Sources. Claude: every ~/.claude/projects/**/*.jsonl (incl. **/subagents/agent-*.jsonl), assistant messages, summed .message.usage.{input_tokens,output_tokens,cache_creation.{ephemeral_5m,ephemeral_1h}_input_tokens,cache_read_input_tokens} by .message.model, timestamp ≥ now−14d. Validated no iteration double-count (top-level output 72,471,157 vs. Σ iterations 72,474,123 = 0.004% diff). Codex: ~/.codex/sessions/**/rollout-*.jsonl, token_count events; total_token_usage is cumulative per session, so took the last per session (validated monotonic across all 50 sessions; Σ-last-total 556.1M vs Σ-per-turn 558.0M = 0.3%). OpenAI cached_input_tokens is a discounted subset of input_tokens; uncached = input − cached. OpenAI output_tokens already includes reasoning tokens — priced once.

Prices used (USD per 1M tokens), June 2026 list. Claude — Opus 4.8: 5 / 25 / cw-5m 6.25 / cw-1h 10 / read 0.50. Sonnet 4.6: 3 / 15 / 3.75 / 6 / 0.30. Haiku 4.5: 1 / 5 / 1.25 / 2 / 0.10. Fable 5: 10 / 50 / 12.50 / 20 / 1.00 (from the on-machine claude-api skill reference). gpt-5.5: in 5 / cached-in 0.50 / out 30 (OpenAI docs).

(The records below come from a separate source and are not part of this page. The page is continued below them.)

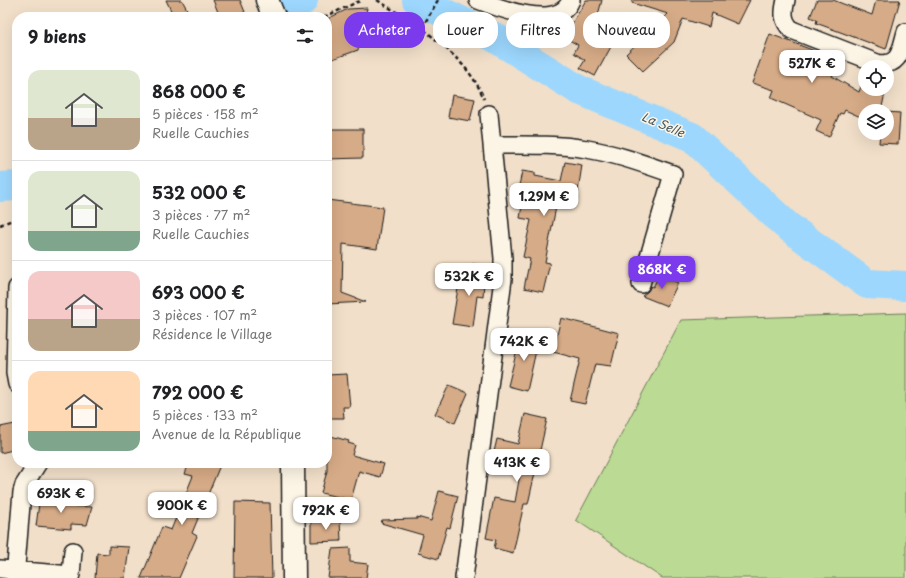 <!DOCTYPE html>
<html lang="fr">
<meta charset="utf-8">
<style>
body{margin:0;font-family:"Playpen Sans",sans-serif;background:#f2f2f2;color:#202124;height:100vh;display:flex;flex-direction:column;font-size:15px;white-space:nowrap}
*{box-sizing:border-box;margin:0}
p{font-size:13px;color:#757577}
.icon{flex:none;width:22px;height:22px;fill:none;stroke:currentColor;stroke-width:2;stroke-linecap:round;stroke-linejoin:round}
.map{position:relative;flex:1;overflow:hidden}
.sheet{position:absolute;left:12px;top:12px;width:320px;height:456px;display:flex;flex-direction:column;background:#fff;border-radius:16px;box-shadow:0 4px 16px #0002}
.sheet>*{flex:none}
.guide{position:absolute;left:344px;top:12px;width:380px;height:36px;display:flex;gap:8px}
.tools{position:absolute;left:858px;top:60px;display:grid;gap:8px}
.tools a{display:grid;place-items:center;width:36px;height:36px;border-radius:50%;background:#fff;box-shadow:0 4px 16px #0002;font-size:20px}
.price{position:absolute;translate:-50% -34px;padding:0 9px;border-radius:8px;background:#fff;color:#222;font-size:13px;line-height:26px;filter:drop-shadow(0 1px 2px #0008)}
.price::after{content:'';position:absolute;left:50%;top:24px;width:12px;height:9px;margin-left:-6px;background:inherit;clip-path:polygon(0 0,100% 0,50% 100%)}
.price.active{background:#7c3aed;color:#fff}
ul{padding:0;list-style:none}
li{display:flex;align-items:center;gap:12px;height:100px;padding:0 16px}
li+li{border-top:1px solid #e0e0e0}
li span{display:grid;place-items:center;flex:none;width:112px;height:80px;border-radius:12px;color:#555}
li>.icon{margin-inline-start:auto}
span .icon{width:48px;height:48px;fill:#fffc;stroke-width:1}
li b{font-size:17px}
h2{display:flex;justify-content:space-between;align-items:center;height:48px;padding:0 16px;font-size:17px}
.pill{padding:0 14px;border-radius:16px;background:#fff;box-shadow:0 4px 16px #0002;font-size:14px;line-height:36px}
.pill.active{background:#7c3aed;color:#fff}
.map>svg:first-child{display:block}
</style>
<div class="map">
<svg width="906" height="578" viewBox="0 0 906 578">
<rect width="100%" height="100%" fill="#f1dfc9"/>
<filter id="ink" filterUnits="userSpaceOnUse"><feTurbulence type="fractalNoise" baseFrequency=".025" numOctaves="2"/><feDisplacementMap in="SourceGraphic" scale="8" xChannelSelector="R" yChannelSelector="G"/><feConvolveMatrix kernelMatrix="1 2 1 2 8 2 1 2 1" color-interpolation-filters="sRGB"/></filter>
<g filter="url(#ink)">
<path fill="#bbdb94" stroke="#6c7c58" d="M906,313V578H662L576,520L681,320Z"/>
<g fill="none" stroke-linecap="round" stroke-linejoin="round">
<path stroke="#9dd7fd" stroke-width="30" d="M417,0L494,37L579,90L692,137L786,225L867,284L906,286
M282,17L303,0
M0,187L17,186"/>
</g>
<path fill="#d6ab87" stroke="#1c1c1c" d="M166,0H182L191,17H174Z
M213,0H240L245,12L234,17H220Z
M586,0H602L597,19L619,32L595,76L580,68L585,60L574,53L578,45L564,37Z
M632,0H750L738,24L712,13L709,27L683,19L674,42L643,71L626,54L668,14L632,3Z
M817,0H833L872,15L876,0H900L886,49L816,23L817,20L810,17Z
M367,8L358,50L327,61V19L348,9Z
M770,34L841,61L832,76L859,92L865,75V89H886L881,111H865V119L845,110L843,114L840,113L829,137L816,131L821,120L771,98L774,90L752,83Z
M452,95L475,99L470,121L448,117Z
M887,112L900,113L898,144L879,143L880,133H887Z
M331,129H363V158L327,159L330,149Z
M565,162L582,165L577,198L565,195L563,209L556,207L545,262L550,263L543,292L524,288L530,259L523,257L531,220L520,218L525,187L519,186L522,171L535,173V176L561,181Z
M327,200L383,207L377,249L343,244L342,293L366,302L327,304Z
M472,264L485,265L483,297L477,296L473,327L452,324L459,282L470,284Z
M660,274L678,283L667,306L642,296L648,291L651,286L653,287Z
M561,318L619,333L611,366L595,364L585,404L570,401L580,359L553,352Z
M521,333L539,337L527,391L508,386Z
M347,374L350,407H343L344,418H327V375Z
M449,385L468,393L455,423L435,414Z
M525,414L547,419L528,504H524L513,553L494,548L496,540L486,538L494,498L515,502L523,458L494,452L497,439L518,444Z
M15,424L17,449L0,453V427Z
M327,435L349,441L348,443L355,445L352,455L384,464L380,477L359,471L351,500L321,493L327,471Z
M189,463H221L192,533L197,536L179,578H141L162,527L171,530L193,476L185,474Z
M439,491L458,496L450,528L447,527L438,559L418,553L423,535L381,523L382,520L417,519V517L431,521Z
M40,496L59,497L58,505L92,507L87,525L71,524V529L36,526Z
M235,502L270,503L272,578H234Z
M340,520L341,541L311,542V521Z
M109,546L129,547L125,578H95L97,553L109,554Z
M350,548V562L368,564L366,578H328L332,549Z"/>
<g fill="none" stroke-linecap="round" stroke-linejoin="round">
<defs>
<path id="street" d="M478,0C501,9 559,31 571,0
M786,0C783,12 782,21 792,30L877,63C900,68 901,49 906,32
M492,145C524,145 556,144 587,149C617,154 644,164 673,174L641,284
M17,288L15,373L17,384
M0,569L71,575L73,551
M15,578L22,492L24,485L38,463
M464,578L503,279V258L489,114"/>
<path id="primary" d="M267,0L274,17
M293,463L294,578"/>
</defs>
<use href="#street" stroke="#1c1c1c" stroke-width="20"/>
<use href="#primary" stroke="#1c1c1c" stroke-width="25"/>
<path stroke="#1c1c1c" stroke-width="2.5" stroke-dasharray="4 3" stroke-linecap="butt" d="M377,0L422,28
M438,0L422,28C447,49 472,68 484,99
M324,17L362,0
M0,225L17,218"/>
<use href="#street" stroke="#fcf5e5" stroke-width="17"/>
<use href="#primary" stroke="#fcf5e5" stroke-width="22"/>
</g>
</g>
<g text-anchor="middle" stroke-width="3" stroke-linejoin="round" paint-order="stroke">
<g font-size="12" font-style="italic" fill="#435460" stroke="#fcf5e5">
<text transform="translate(663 125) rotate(23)" y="4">La Selle</text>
</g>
</g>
</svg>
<div class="tools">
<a><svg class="icon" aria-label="locate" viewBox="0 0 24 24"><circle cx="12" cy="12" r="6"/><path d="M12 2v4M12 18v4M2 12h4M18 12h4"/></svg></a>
<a><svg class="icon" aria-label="layers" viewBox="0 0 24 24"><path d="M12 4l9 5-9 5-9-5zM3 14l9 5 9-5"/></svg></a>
</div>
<b class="price" style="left:812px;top:84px">527K €</b>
<b class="price" style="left:544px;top:217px">1.29M €</b>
<b class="price active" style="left:662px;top:290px">868K €</b>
<b class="price" style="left:469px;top:297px">532K €</b>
<b class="price" style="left:524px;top:362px">742K €</b>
<b class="price" style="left:517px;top:483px">413K €</b>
<b class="price" style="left:61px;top:514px">693K €</b>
<b class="price" style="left:182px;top:526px">900K €</b>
<b class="price" style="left:326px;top:531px">792K €</b>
<div class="guide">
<a class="pill active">Acheter</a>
<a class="pill">Louer</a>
<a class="pill">Filtres</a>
<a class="pill">Nouveau</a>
</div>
<section class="sheet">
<h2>9 biens<svg class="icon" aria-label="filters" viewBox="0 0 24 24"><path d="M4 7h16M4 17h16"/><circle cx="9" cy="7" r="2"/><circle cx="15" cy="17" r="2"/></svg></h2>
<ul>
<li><span style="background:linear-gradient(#dfe7d0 60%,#b9a48a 0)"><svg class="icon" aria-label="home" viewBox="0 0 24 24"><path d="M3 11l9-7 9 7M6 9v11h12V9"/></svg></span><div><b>868 000 €</b><p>5 pièces · 158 m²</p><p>Ruelle Cauchies</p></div></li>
<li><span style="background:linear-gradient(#dfe7d0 75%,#7fa58c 0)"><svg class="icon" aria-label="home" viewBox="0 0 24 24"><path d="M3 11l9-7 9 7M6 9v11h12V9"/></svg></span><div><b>532 000 €</b><p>3 pièces · 77 m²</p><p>Ruelle Cauchies</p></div></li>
<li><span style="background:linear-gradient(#f6c9c9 60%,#b9a48a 0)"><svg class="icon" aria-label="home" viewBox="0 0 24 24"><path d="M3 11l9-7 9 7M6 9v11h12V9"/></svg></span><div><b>693 000 €</b><p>3 pièces · 107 m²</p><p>Résidence le Village</p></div></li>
<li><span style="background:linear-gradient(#ffd9b3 75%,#7fa58c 0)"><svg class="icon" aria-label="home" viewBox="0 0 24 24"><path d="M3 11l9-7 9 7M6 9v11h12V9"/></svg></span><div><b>792 000 €</b><p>5 pièces · 133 m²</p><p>Avenue de la République</p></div></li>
</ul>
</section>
</div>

Caveats. (1) Subscription comparison uses standard public tiers; I don't encode which plan/seats are actually billed — and notably no single consumer subscription would permit this volume, so heavy fleet load realistically runs on metered API or multiple seats. The per-token value stands regardless. (2) "Run-rate" projections are illustrative only — velocity is elastic and deliberately bursty. (3) Scenario cash-flows are structural sketches, not forecasts. (4) Prices move fast (this whole thesis is about that); re-pull before quoting.